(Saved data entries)

Start of Block

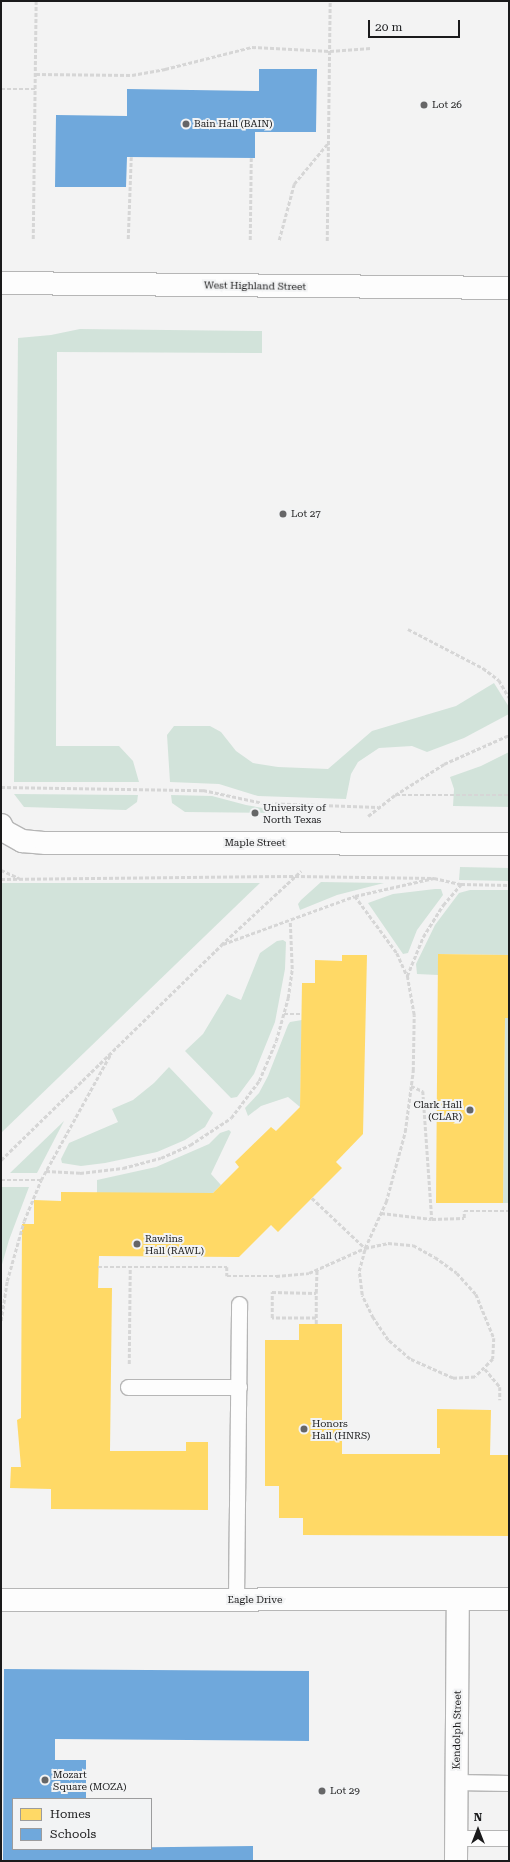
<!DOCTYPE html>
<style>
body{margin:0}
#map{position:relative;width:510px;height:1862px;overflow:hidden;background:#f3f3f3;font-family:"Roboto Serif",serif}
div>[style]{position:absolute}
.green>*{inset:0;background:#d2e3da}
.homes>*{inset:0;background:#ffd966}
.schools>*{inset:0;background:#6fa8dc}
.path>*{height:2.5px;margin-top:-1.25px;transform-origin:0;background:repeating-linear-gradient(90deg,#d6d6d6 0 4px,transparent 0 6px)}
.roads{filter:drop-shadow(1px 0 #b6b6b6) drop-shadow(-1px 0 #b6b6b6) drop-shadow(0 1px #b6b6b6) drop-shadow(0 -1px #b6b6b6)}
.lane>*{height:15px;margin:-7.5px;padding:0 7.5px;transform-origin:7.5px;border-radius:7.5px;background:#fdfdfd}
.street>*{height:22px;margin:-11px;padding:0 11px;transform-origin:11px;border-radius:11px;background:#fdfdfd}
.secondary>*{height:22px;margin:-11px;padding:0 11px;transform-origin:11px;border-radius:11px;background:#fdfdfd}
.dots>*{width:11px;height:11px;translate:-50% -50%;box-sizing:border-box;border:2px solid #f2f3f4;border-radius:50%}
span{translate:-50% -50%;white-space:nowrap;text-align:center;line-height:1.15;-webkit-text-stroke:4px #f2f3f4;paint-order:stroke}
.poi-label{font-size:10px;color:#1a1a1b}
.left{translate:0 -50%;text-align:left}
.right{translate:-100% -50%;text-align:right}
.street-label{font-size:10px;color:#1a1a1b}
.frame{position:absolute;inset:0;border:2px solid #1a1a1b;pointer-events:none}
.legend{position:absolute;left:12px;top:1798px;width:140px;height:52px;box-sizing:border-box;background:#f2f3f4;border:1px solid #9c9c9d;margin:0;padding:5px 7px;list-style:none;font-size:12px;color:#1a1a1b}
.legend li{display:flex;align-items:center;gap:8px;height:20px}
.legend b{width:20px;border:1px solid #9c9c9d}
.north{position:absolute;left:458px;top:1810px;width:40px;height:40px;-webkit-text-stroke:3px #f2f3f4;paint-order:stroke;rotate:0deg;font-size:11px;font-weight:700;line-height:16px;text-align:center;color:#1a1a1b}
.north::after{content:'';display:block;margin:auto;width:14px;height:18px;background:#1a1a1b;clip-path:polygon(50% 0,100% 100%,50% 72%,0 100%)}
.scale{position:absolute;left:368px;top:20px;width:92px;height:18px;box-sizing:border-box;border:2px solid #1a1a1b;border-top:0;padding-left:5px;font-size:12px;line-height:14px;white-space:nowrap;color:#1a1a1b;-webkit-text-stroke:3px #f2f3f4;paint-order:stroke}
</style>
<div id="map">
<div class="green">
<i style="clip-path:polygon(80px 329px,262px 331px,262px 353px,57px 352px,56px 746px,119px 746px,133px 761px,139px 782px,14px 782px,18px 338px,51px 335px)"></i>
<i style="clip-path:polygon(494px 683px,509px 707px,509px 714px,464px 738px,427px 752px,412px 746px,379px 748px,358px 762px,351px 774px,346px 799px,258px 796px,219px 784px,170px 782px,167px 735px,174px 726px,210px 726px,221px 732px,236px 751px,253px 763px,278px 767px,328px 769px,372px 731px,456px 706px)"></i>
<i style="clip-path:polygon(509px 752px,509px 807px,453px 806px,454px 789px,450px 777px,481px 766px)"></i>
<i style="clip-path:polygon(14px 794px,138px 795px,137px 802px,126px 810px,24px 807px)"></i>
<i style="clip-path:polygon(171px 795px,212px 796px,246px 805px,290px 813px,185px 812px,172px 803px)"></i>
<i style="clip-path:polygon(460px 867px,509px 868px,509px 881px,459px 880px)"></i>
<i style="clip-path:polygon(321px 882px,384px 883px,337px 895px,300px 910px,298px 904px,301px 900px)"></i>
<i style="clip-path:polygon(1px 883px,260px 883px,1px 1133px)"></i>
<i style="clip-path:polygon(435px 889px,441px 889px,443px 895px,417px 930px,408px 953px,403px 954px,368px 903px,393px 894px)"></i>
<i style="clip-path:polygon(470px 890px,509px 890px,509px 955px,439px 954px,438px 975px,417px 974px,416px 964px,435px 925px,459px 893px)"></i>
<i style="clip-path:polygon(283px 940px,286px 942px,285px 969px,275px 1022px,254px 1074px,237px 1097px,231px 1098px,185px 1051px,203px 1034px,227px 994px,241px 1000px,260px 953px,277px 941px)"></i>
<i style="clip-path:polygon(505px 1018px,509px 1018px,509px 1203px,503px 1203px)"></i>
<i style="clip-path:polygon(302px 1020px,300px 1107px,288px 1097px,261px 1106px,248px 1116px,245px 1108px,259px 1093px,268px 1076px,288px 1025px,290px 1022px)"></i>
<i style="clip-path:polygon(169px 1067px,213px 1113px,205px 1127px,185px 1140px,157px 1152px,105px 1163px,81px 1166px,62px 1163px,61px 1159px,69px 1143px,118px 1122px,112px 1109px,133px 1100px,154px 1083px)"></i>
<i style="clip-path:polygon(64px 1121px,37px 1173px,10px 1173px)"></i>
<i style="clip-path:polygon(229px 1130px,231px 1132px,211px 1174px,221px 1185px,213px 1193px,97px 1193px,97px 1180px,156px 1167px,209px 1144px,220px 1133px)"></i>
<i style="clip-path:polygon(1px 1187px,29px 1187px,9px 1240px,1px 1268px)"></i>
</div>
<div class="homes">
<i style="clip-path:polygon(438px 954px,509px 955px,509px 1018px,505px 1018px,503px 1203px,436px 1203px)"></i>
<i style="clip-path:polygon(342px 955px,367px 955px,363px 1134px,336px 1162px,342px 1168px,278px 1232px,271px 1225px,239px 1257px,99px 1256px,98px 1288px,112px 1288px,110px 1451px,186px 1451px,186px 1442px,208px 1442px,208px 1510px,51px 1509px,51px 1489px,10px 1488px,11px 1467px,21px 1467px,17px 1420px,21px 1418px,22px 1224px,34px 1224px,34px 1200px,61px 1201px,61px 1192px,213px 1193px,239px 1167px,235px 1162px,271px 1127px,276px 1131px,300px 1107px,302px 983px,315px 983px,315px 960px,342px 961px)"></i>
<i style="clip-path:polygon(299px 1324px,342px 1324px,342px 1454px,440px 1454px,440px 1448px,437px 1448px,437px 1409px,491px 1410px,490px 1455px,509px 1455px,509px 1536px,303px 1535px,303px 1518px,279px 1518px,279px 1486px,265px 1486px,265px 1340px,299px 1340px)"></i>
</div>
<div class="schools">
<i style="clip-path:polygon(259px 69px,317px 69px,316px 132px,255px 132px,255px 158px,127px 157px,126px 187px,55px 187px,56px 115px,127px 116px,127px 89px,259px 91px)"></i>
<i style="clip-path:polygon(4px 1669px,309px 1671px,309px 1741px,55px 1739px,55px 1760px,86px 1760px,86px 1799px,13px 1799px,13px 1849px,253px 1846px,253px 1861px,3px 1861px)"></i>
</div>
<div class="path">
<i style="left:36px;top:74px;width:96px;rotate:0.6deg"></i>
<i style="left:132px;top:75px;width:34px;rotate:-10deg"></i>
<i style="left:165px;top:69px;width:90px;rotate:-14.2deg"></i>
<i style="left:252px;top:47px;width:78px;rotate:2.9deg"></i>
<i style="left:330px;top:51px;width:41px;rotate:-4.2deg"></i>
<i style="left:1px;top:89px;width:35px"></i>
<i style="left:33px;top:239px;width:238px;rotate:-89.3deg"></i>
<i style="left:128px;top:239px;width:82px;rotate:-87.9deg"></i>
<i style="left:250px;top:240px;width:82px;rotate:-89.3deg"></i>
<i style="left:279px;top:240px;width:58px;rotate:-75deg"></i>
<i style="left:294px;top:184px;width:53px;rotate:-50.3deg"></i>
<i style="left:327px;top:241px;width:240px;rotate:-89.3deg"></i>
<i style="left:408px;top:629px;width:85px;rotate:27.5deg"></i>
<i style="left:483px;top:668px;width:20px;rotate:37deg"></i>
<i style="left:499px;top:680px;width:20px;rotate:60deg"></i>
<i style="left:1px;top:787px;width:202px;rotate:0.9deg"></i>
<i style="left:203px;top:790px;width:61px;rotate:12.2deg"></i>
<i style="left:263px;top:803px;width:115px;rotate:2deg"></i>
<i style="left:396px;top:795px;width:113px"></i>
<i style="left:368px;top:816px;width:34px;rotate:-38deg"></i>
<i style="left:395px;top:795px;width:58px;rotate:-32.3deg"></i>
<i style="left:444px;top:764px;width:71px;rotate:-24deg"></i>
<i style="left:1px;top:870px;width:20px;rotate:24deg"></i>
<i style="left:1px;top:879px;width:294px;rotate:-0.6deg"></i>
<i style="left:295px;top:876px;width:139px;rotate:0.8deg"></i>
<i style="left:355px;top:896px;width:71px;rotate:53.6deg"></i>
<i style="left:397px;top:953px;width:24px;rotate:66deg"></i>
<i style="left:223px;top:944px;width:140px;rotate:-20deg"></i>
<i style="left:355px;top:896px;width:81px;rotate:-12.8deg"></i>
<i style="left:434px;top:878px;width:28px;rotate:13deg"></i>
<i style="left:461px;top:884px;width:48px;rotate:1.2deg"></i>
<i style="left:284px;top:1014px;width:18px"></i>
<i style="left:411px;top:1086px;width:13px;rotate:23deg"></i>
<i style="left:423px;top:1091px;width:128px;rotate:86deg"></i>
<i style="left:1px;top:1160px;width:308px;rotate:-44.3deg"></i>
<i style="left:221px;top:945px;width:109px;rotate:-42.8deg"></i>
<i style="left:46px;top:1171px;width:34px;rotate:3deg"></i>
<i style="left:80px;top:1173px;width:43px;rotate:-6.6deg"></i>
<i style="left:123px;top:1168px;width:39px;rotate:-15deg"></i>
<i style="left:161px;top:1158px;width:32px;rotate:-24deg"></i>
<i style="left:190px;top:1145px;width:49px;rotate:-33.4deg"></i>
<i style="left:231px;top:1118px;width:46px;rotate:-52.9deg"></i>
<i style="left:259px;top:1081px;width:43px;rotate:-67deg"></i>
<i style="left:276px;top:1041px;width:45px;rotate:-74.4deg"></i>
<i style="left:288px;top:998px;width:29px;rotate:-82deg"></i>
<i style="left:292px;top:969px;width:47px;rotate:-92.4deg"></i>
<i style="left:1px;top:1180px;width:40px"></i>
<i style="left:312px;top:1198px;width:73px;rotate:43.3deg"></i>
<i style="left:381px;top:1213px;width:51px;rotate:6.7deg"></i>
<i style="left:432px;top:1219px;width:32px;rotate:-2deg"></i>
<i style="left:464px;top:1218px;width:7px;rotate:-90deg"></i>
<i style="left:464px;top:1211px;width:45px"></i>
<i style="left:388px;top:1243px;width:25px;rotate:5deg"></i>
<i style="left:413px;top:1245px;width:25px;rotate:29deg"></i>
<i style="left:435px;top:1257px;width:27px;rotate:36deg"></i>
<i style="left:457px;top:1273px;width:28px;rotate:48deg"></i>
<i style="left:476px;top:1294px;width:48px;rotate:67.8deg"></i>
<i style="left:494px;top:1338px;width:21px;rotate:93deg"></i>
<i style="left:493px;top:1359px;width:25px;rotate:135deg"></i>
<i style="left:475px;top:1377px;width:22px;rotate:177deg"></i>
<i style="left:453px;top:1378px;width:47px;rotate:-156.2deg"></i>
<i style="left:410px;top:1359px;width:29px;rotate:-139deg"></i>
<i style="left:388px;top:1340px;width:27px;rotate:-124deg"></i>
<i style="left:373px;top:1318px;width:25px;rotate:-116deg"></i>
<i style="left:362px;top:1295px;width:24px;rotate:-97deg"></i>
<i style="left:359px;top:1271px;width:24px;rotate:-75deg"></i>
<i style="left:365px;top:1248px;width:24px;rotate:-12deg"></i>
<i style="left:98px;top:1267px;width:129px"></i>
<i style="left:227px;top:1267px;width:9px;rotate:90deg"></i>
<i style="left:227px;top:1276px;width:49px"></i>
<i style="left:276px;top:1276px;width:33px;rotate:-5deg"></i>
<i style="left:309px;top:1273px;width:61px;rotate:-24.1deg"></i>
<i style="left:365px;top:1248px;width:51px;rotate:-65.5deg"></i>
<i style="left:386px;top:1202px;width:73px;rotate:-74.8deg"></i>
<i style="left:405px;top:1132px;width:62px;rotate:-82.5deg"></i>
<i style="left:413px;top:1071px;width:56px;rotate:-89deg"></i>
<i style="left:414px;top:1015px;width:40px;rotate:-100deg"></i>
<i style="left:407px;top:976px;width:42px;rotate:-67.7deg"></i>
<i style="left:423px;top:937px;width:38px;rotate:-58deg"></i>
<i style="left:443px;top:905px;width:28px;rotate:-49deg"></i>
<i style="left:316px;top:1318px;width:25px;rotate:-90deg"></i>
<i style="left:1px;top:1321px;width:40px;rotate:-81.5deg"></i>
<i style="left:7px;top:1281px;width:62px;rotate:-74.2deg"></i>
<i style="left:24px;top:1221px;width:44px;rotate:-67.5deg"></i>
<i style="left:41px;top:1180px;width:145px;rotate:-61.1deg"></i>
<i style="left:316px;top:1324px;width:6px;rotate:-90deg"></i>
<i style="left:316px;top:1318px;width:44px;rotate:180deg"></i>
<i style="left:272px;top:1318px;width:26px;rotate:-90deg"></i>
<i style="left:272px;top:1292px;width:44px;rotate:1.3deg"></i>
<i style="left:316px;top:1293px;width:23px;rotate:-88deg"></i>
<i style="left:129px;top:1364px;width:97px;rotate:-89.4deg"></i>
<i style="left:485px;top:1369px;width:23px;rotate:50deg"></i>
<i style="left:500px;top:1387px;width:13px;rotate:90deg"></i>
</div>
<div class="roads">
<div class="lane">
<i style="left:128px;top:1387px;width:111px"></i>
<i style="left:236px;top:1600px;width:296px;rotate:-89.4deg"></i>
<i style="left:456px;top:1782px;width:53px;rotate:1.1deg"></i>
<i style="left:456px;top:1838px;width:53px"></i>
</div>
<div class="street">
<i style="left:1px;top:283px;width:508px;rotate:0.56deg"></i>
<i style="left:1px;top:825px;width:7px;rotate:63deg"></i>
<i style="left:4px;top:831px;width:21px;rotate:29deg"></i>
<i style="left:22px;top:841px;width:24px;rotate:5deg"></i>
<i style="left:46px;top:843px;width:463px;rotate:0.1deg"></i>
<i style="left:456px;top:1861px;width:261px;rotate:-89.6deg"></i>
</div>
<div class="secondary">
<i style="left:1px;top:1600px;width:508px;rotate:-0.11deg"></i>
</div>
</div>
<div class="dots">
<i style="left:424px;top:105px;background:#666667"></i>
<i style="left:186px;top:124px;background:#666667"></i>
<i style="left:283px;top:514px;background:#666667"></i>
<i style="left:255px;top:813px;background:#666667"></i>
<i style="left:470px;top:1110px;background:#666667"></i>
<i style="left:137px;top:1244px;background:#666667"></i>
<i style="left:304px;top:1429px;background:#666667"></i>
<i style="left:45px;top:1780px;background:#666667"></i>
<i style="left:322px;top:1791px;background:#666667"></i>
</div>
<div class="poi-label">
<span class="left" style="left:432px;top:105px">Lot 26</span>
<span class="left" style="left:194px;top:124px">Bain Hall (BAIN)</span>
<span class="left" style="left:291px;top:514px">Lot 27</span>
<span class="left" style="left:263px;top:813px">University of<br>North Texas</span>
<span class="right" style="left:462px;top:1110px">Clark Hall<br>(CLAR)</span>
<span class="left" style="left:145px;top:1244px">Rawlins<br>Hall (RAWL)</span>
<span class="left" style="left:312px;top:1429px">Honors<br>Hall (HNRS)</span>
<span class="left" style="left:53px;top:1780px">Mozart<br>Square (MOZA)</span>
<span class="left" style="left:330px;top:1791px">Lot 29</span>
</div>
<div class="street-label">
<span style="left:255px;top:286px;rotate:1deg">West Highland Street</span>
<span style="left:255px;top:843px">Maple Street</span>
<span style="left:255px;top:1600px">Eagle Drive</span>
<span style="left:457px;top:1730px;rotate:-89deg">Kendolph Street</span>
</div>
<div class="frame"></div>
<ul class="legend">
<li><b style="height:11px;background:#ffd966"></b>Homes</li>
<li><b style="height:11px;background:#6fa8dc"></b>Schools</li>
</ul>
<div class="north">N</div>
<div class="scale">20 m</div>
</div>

End of Block
Start of Block

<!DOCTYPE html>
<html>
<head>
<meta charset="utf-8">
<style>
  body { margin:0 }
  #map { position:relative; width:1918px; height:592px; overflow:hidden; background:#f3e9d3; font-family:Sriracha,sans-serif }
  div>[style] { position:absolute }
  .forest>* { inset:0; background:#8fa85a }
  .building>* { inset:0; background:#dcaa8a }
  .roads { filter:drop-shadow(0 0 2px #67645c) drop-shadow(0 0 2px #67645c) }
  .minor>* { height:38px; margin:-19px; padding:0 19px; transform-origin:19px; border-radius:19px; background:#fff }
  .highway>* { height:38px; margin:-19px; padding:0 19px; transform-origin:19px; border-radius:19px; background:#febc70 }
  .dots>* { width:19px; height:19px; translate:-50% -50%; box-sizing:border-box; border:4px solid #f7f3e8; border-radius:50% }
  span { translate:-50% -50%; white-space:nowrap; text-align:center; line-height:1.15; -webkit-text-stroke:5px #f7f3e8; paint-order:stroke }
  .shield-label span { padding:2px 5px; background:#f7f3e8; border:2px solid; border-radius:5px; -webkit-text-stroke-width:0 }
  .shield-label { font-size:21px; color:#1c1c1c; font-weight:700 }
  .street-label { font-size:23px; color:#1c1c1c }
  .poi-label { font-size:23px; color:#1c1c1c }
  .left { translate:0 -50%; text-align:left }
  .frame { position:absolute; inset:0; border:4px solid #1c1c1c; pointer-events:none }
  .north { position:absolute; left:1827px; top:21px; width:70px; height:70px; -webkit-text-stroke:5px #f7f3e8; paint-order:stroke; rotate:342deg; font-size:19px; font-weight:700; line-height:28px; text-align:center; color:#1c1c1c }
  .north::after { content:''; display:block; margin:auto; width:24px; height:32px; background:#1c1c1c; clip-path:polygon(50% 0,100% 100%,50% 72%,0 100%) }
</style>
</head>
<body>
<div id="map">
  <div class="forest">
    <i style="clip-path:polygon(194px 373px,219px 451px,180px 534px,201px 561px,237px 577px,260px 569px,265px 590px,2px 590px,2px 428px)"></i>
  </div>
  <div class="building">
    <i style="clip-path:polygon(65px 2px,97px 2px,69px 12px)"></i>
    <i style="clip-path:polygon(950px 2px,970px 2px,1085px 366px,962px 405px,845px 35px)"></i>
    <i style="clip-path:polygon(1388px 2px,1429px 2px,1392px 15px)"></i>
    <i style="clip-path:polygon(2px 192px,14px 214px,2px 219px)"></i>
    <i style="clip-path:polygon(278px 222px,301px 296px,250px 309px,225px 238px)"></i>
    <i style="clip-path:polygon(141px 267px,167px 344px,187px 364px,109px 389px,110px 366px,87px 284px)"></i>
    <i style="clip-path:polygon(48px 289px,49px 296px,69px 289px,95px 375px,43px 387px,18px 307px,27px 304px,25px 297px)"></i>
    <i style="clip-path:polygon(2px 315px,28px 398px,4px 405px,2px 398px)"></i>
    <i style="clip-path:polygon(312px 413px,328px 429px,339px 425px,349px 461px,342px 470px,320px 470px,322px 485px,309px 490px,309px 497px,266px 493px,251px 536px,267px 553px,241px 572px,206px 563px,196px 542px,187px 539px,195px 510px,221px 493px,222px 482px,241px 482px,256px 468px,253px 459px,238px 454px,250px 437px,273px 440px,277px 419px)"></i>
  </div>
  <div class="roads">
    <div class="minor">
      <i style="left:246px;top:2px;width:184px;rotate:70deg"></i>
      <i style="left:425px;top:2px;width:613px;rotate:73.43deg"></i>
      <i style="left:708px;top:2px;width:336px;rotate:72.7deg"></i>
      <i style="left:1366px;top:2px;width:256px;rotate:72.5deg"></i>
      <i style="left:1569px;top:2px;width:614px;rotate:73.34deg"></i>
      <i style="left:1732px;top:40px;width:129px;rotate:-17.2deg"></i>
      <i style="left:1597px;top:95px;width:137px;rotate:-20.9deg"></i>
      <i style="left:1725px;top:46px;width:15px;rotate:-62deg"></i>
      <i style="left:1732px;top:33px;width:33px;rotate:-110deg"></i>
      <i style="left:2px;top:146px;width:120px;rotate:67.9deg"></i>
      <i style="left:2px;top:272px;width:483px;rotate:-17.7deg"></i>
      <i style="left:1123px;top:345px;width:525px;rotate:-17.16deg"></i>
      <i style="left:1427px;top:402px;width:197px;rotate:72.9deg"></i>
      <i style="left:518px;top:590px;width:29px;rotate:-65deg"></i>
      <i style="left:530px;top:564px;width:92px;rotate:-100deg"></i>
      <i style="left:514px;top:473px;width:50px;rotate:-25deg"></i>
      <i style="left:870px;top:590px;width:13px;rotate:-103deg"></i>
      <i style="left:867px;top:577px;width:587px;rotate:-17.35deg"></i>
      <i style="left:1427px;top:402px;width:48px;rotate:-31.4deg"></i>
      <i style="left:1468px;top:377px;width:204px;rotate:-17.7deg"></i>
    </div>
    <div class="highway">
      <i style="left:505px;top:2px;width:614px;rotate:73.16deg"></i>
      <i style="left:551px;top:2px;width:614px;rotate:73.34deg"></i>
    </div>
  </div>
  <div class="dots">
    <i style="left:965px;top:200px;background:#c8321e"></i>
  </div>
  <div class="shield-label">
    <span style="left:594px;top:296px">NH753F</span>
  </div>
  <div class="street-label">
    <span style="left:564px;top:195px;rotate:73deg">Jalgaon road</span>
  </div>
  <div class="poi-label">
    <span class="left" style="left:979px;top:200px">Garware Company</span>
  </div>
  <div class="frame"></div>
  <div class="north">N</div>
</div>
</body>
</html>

End of Block

■ **EXERCISE DETAILS**
The lines holding the word "relative" are the answer. Pull them out of the records and copy them.

■ **OUTPUT BELOW**
#map{position:relative;width:510px;height:1862px;overflow:hidden;background:#f3f3f3;font-family:"Roboto Serif",serif}
  #map { position:relative; width:1918px; height:592px; overflow:hidden; background:#f3e9d3; font-family:Sriracha,sans-serif }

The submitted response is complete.